Input data:
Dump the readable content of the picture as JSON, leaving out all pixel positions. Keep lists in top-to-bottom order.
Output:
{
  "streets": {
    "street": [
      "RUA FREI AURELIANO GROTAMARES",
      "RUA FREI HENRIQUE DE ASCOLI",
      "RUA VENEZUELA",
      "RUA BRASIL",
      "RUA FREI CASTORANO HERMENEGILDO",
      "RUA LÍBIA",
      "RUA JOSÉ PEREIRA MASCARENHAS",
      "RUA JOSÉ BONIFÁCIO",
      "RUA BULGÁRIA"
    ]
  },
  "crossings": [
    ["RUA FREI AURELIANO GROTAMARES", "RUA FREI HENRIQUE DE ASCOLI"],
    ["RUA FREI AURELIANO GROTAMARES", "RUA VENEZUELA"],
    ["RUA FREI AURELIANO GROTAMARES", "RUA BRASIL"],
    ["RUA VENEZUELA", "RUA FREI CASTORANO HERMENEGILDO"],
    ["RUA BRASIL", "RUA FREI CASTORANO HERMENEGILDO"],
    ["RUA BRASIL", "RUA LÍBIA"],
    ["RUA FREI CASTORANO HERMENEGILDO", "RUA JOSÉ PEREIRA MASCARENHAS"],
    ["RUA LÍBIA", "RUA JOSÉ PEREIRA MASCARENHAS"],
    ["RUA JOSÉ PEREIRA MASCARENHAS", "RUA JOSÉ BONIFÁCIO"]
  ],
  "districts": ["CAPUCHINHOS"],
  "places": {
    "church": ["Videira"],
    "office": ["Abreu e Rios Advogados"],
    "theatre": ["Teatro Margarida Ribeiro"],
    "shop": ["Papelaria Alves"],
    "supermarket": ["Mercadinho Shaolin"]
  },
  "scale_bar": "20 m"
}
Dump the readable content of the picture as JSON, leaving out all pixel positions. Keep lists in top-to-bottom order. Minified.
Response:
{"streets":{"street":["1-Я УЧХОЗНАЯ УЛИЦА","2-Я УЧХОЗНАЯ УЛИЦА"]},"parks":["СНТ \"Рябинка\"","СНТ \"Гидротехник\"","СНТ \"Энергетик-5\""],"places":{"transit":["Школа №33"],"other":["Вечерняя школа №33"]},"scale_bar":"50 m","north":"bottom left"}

Try it: Return the whole listing exactly as it reads.

Completed exercise:
Dump the readable content of the picture as JSON, leaving out all pixel positions. Keep lists in top-to-bottom order.
Output:
{
  "streets": {
    "street": [
      "RUA FREI AURELIANO GROTAMARES",
      "RUA FREI HENRIQUE DE ASCOLI",
      "RUA VENEZUELA",
      "RUA BRASIL",
      "RUA FREI CASTORANO HERMENEGILDO",
      "RUA LÍBIA",
      "RUA JOSÉ PEREIRA MASCARENHAS",
      "RUA JOSÉ BONIFÁCIO",
      "RUA BULGÁRIA"
    ]
  },
  "crossings": [
    ["RUA FREI AURELIANO GROTAMARES", "RUA FREI HENRIQUE DE ASCOLI"],
    ["RUA FREI AURELIANO GROTAMARES", "RUA VENEZUELA"],
    ["RUA FREI AURELIANO GROTAMARES", "RUA BRASIL"],
    ["RUA VENEZUELA", "RUA FREI CASTORANO HERMENEGILDO"],
    ["RUA BRASIL", "RUA FREI CASTORANO HERMENEGILDO"],
    ["RUA BRASIL", "RUA LÍBIA"],
    ["RUA FREI CASTORANO HERMENEGILDO", "RUA JOSÉ PEREIRA MASCARENHAS"],
    ["RUA LÍBIA", "RUA JOSÉ PEREIRA MASCARENHAS"],
    ["RUA JOSÉ PEREIRA MASCARENHAS", "RUA JOSÉ BONIFÁCIO"]
  ],
  "districts": ["CAPUCHINHOS"],
  "places": {
    "church": ["Videira"],
    "office": ["Abreu e Rios Advogados"],
    "theatre": ["Teatro Margarida Ribeiro"],
    "shop": ["Papelaria Alves"],
    "supermarket": ["Mercadinho Shaolin"]
  },
  "scale_bar": "20 m"
}
Dump the readable content of the picture as JSON, leaving out all pixel positions. Keep lists in top-to-bottom order. Minified.
Response:
{"streets":{"street":["1-Я УЧХОЗНАЯ УЛИЦА","2-Я УЧХОЗНАЯ УЛИЦА"]},"parks":["СНТ \"Рябинка\"","СНТ \"Гидротехник\"","СНТ \"Энергетик-5\""],"places":{"transit":["Школа №33"],"other":["Вечерняя школа №33"]},"scale_bar":"50 m","north":"bottom left"}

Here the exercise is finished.